* Exercise directions: From the line containing "I am building" down to the final line of the entries below, restate each line word for word and add nothing.

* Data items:
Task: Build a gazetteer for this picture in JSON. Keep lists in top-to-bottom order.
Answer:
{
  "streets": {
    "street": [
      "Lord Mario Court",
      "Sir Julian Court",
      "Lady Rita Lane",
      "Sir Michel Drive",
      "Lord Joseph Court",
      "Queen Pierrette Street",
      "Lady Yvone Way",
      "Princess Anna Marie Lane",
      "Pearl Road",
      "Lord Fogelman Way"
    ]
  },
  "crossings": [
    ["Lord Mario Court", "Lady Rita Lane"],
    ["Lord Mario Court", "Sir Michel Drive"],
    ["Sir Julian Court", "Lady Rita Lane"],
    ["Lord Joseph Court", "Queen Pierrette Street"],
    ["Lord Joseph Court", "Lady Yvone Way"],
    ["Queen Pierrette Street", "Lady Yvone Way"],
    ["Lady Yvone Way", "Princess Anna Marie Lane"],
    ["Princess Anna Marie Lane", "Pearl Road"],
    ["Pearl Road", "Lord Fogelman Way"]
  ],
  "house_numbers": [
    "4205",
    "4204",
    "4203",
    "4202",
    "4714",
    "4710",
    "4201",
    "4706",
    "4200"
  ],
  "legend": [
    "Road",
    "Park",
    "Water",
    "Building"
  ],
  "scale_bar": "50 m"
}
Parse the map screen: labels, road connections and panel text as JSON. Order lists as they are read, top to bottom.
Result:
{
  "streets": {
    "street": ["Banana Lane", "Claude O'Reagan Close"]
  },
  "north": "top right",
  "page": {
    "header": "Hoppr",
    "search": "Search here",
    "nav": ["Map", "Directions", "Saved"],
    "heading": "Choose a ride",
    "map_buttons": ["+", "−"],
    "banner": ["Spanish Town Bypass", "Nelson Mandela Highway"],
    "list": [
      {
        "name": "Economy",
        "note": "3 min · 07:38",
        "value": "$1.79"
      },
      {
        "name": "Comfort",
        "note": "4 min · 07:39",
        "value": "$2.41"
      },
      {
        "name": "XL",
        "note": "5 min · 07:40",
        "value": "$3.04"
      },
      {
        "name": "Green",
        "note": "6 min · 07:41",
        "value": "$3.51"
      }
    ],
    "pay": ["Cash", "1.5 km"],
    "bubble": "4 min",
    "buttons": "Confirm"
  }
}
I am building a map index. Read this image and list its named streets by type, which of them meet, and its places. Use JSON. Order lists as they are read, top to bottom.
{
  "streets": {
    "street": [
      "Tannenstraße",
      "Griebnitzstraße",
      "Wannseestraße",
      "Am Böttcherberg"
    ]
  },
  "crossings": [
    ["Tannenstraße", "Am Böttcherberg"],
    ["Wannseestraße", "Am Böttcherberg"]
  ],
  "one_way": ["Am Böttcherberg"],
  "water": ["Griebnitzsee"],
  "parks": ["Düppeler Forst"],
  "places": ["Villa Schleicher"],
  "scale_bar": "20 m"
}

* Solution below:
I am building a map index. Read this image and list its named streets by type, which of them meet, and its places. Use JSON. Order lists as they are read, top to bottom.
{
  "streets": {
    "street": [
      "Tannenstraße",
      "Griebnitzstraße",
      "Wannseestraße",
      "Am Böttcherberg"
    ]
  },
  "crossings": [
    ["Tannenstraße", "Am Böttcherberg"],
    ["Wannseestraße", "Am Böttcherberg"]
  ],
  "one_way": ["Am Böttcherberg"],
  "water": ["Griebnitzsee"],
  "parks": ["Düppeler Forst"],
  "places": ["Villa Schleicher"],
  "scale_bar": "20 m"
}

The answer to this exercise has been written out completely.